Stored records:
--------------------

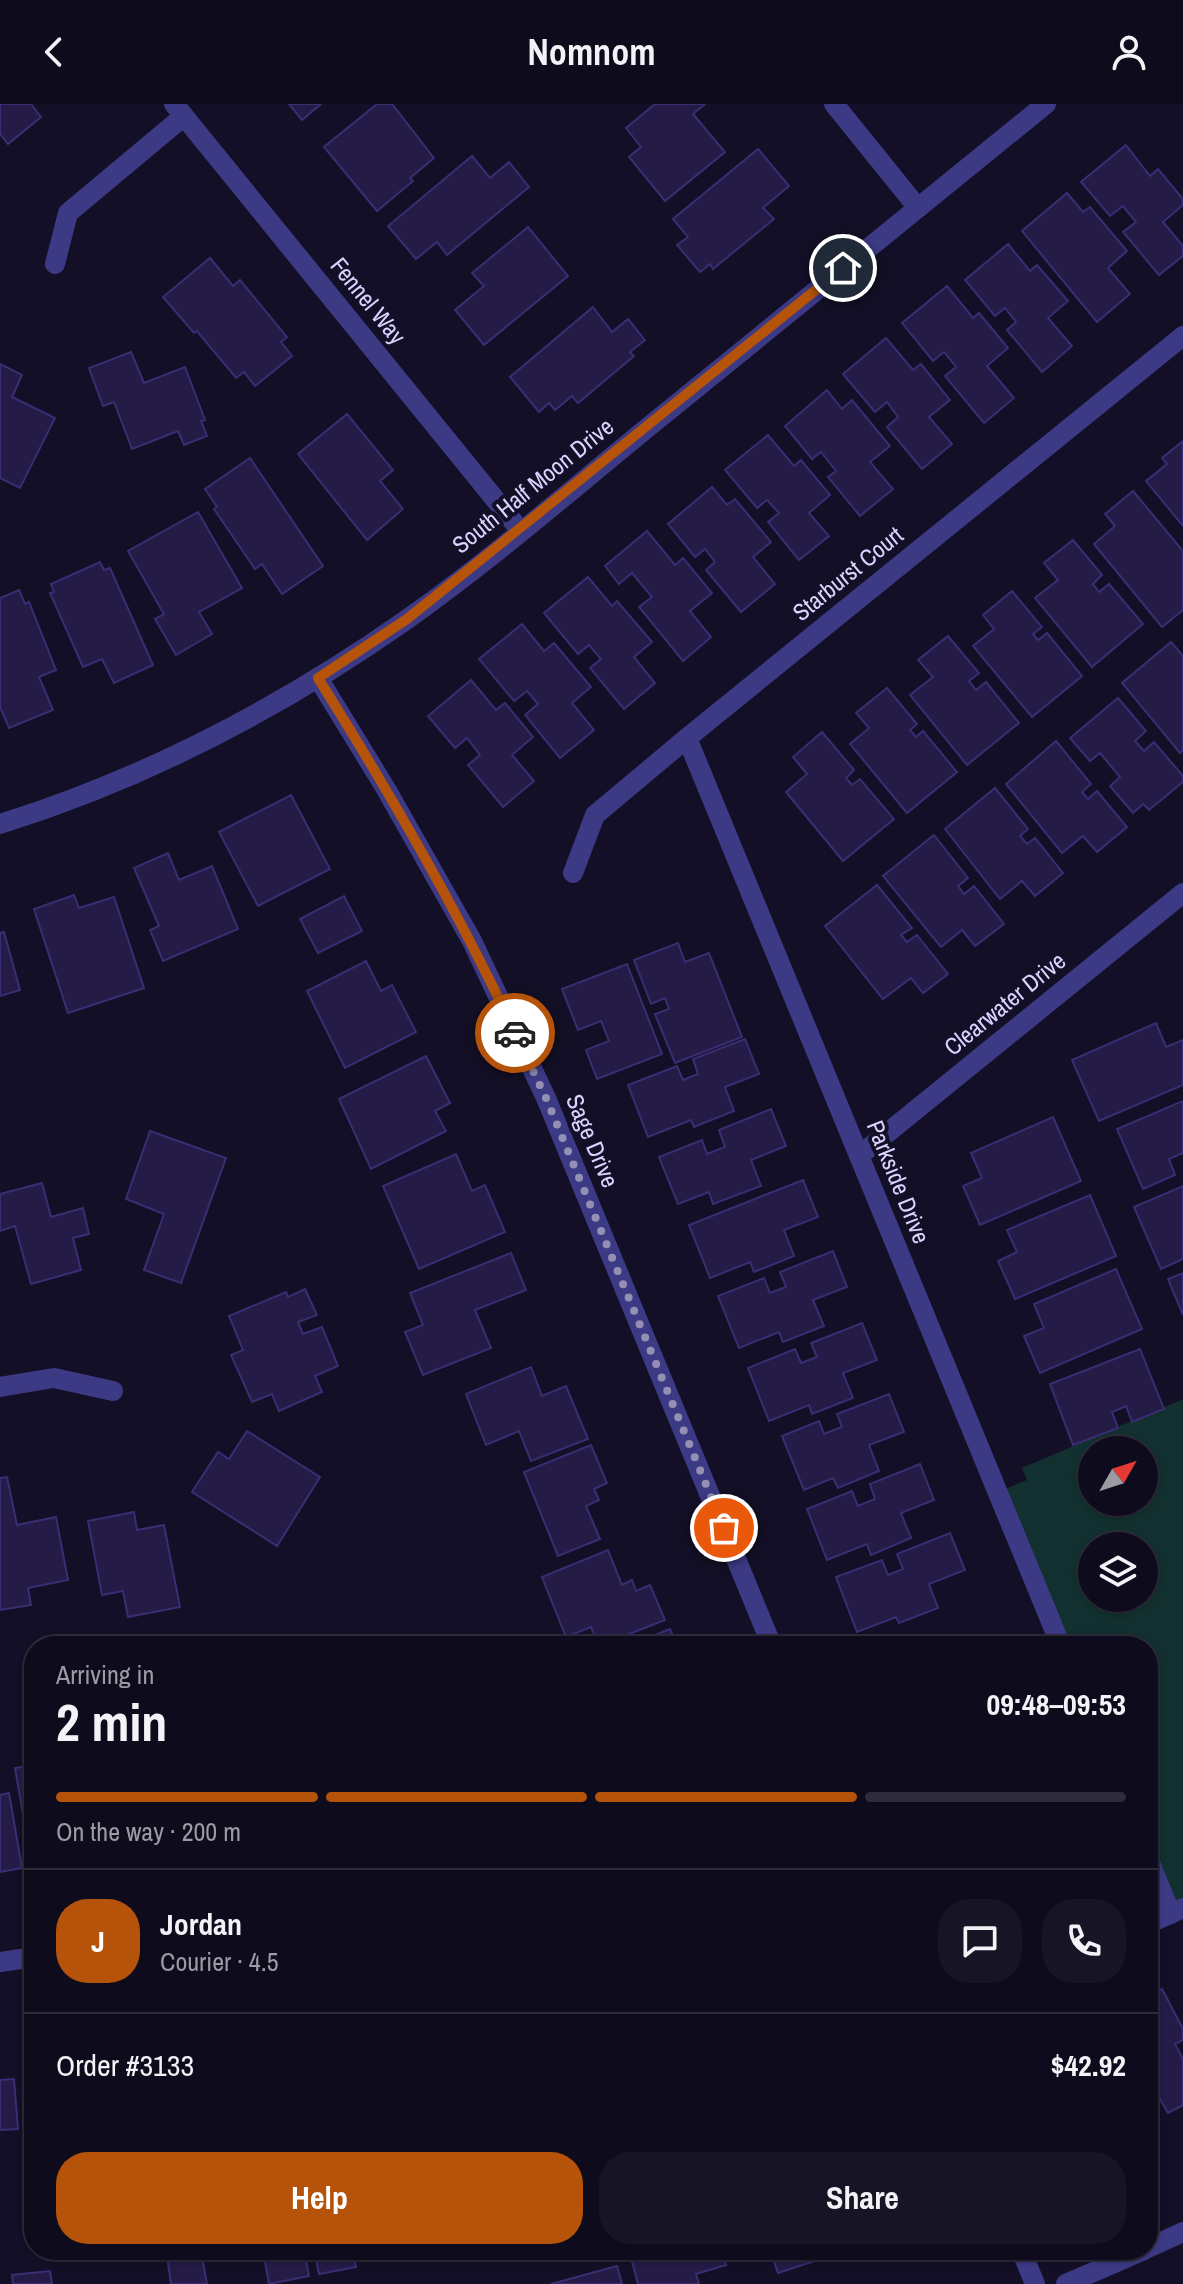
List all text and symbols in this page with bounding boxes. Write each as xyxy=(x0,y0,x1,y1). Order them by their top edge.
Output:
text: Nomnom xyxy=(528,28,655,76)
icon: back xyxy=(32,30,76,74)
icon: person xyxy=(1107,30,1151,74)
pin xyxy=(809,234,877,302)
icon: home xyxy=(821,246,865,290)
street label: Fennel Way xyxy=(324,250,414,351)
street label: South Half Moon Drive xyxy=(445,410,620,560)
street label: Starburst Court xyxy=(785,518,910,628)
street label: Clearwater Drive xyxy=(937,944,1072,1062)
courier xyxy=(475,993,555,1073)
icon: car xyxy=(493,1011,537,1055)
street label: Sage Drive xyxy=(559,1089,627,1192)
street label: Parkside Drive xyxy=(860,1115,938,1248)
north arrow xyxy=(1078,1436,1158,1516)
map controls xyxy=(1078,1436,1158,1612)
pin xyxy=(690,1494,758,1562)
icon: bag xyxy=(702,1506,746,1550)
button: layers xyxy=(1078,1532,1158,1612)
text: Arriving in xyxy=(56,1657,154,1692)
text: 09:48–09:53 xyxy=(987,1684,1126,1724)
text: 2 min xyxy=(56,1687,167,1757)
text: On the way · 200 m xyxy=(56,1814,241,1849)
button: chat xyxy=(938,1899,1022,1983)
button: phone xyxy=(1042,1899,1126,1983)
text: Jordan xyxy=(160,1904,242,1944)
text: J xyxy=(91,1921,105,1961)
text: Courier · 4.5 xyxy=(160,1944,279,1979)
text: Order #3133 xyxy=(56,2045,194,2085)
text: $42.92 xyxy=(1051,2045,1126,2085)
button: Help xyxy=(56,2152,583,2244)
button: Share xyxy=(599,2152,1126,2244)

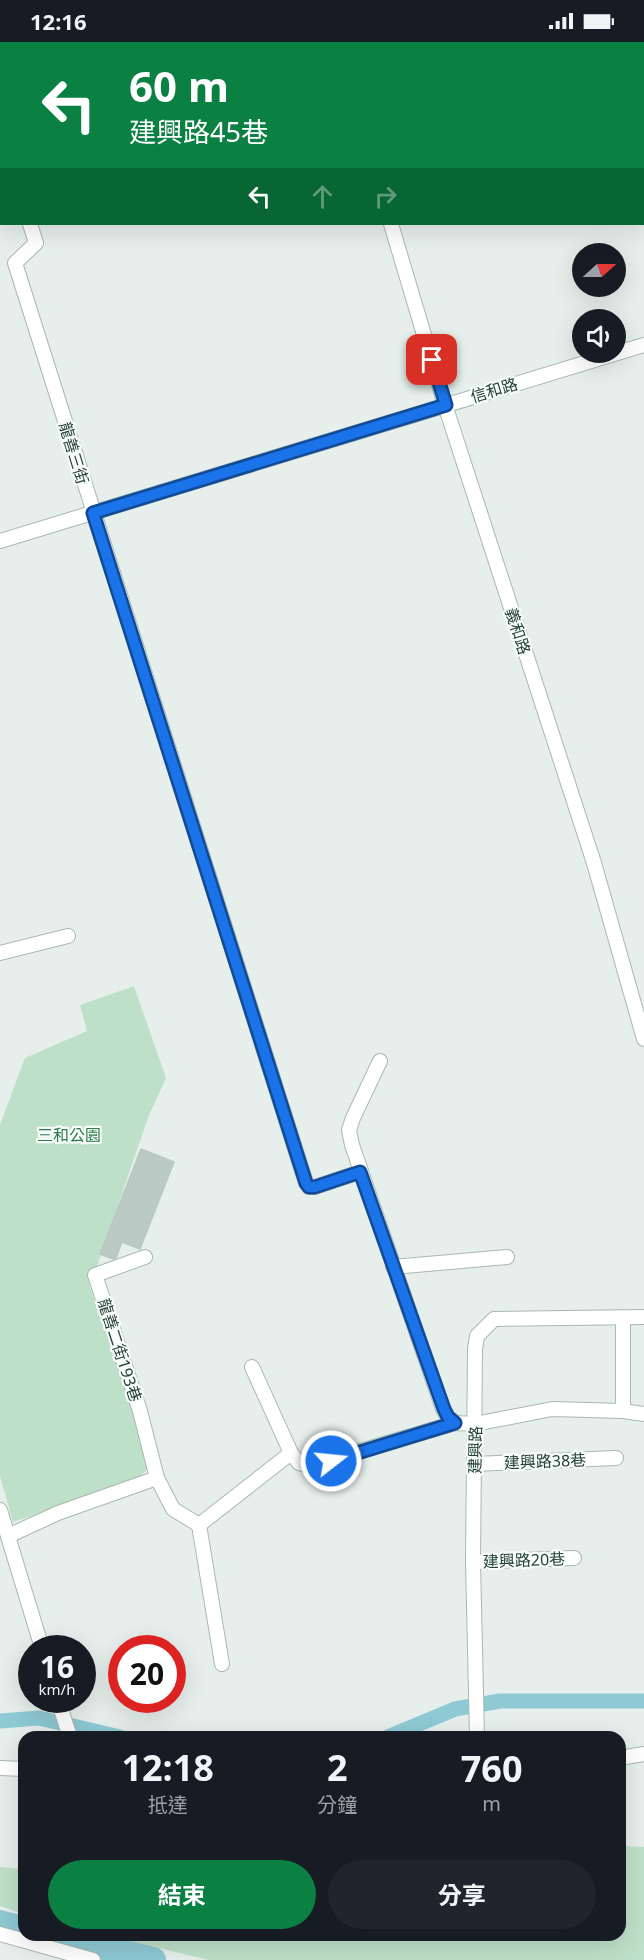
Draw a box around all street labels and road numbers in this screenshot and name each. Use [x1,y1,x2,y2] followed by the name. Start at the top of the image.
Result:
[468,372,520,408] street label: 信和路
[54,419,94,487] street label: 龍善三街
[500,605,536,657] street label: 義和路
[93,1295,147,1405] street label: 龍善二街193巷
[464,1426,486,1474] street label: 建興路
[503,1449,587,1473] street label: 建興路38巷
[482,1548,566,1572] street label: 建興路20巷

--------------------

Work request ▸
Show every line from the entries that includes the word "each".

Your solution ▸
List all text and symbols in this page with bounding boxes. Write each as xyxy=(x0,y0,x1,y1). Order them by their top edge.
Draw a box around all street labels and road numbers in this screenshot and name each. Use [x1,y1,x2,y2] followed by the name. Start at the top of the image.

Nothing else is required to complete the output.